El público había esperado una titánica lid, pero quedó decepcionado. Apenas se inició el asalto, Rolandi bajó fatalmente el puño un par de pulgadas mientras preparaba una estocada que sorprendiese a su adversario. Jaime Astarloa se tiró a fondo por la pequeña abertura con un golpe de tiempo, y la hoja de su florete se deslizó limpiamente a lo largo y por fuera del brazo de Rolandi, entrando sin oposición por debajo de la axila. Cayó el infeliz hacia atrás, arrastrando el florete en su caída, y cuando se revolcó sobre la hierba, una cuarta de hoja ensangrentada le asomaba por la espalda. El médico allí presente no pudo hacer nada por salvarle la vida. Desde el suelo, todavía ensartado en el florete, Rolandi dirigió una turbia mirada a su matador, y expiró con un vómito de sangre.

Al recibir la noticia, el anciano Montespan sólo murmuró «bien», sin apartar los ojos de los troncos que crepitaban en la chimenea.
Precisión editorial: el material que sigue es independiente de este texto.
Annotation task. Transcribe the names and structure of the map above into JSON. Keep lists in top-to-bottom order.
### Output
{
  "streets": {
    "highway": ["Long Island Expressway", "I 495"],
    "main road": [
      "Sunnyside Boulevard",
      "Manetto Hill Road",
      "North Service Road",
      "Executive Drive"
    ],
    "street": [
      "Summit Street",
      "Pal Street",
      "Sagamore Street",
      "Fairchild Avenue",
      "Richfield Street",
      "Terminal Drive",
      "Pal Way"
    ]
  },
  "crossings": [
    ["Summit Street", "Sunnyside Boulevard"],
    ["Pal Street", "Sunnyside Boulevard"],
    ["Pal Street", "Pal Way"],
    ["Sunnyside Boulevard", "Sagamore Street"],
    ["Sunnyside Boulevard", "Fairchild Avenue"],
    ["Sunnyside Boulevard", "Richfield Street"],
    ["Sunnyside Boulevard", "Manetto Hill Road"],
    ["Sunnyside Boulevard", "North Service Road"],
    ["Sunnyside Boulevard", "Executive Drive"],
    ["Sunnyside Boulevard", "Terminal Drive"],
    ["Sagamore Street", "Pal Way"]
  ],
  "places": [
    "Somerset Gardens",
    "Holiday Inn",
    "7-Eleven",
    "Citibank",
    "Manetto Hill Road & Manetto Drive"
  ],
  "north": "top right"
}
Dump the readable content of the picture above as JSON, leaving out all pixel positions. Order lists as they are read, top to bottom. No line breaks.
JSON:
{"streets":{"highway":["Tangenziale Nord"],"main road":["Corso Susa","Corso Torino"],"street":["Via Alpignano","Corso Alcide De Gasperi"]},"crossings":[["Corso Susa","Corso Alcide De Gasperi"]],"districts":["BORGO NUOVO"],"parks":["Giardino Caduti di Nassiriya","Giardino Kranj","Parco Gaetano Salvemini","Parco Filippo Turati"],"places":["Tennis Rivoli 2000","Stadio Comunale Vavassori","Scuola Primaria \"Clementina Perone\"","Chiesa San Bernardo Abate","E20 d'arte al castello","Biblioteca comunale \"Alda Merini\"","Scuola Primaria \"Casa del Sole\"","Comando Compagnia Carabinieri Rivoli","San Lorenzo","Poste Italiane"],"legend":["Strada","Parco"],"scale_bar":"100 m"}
Murió dos días más tarde sin que su discípulo, que había salido de París para dar tiempo a que se calmasen los ecos del asunto, volviese a verlo con vida.

A su regreso, Jaime Astarloa supo por algunos amigos el fallecimiento de su viejo maestro. Escuchó en silencio, sin gesto de dolor alguno, y salió después a dar un largo paseo por la orilla del Sena. Se detuvo largo rato junto al Louvre, contemplando la sucia corriente que se deslizaba río abajo. Estuvo así, inmóvil, hasta que perdió la noción del tiempo. Ya era de noche cuando pareció volver en sí y emprendió el camino de su casa. A la mañana siguiente supo que, en el testamento, Montespan le había dejado la única fortuna que poseía: sus viejas armas. Compró un ramillete de flores, alquiló una berlina y se hizo llevar al Pére Lachaise. Allí, sobre la anónima lápida de piedra gris bajo la que yacía el cuerpo de su maestro, depositó las flores y el florete con el que había matado a Rolandi.

Todo aquello había ocurrido casi treinta años atrás. Jaime Astarloa contempló su imagen en el espejo de la galería de esgrima. Inclinándose, cogió el quinqué y se estudió cuidadosamente el rostro, arruga por arruga. Montespan habla muerto a los cincuenta y nueve años, contando sólo tres más de los que él tenía ahora, y el último recuerdo que conservaba de su maestro era la imagen de un anciano acurrucado junto al fuego. Se pasó la mano por el cabello blanco. No se arrepentía de haber vivido; había amado y había matado, jamás emprendió nada que deshonrase el concepto que tenía de sí mismo; atesoraba recuerdos suficientes para justificar su vida, aunque constituyesen éstos el único patrimonio de que disponía… Lamentaba únicamente no tener, como Lucien de Montespan había tenido, alguien a quien legar sus armas cuando muriese. Sin brazo que les diera vida, no serían más que objetos inútiles; terminarían en cualquier parte, en el más oscuro rincón de un tenducho de anticuario, cubiertas de polvo y herrumbre, definitivamente silenciosas; tan muertas como su propietario. Y nadie colocaría un florete sobre su tumba.

Pensó en Adela de Otero y sintió una punzada de angustia. Aquella presencia de mujer había entrado en su vida demasiado tarde. Apenas sería capaz de arrancar algunas palabras de mesurada ternura a sus labios marchitos.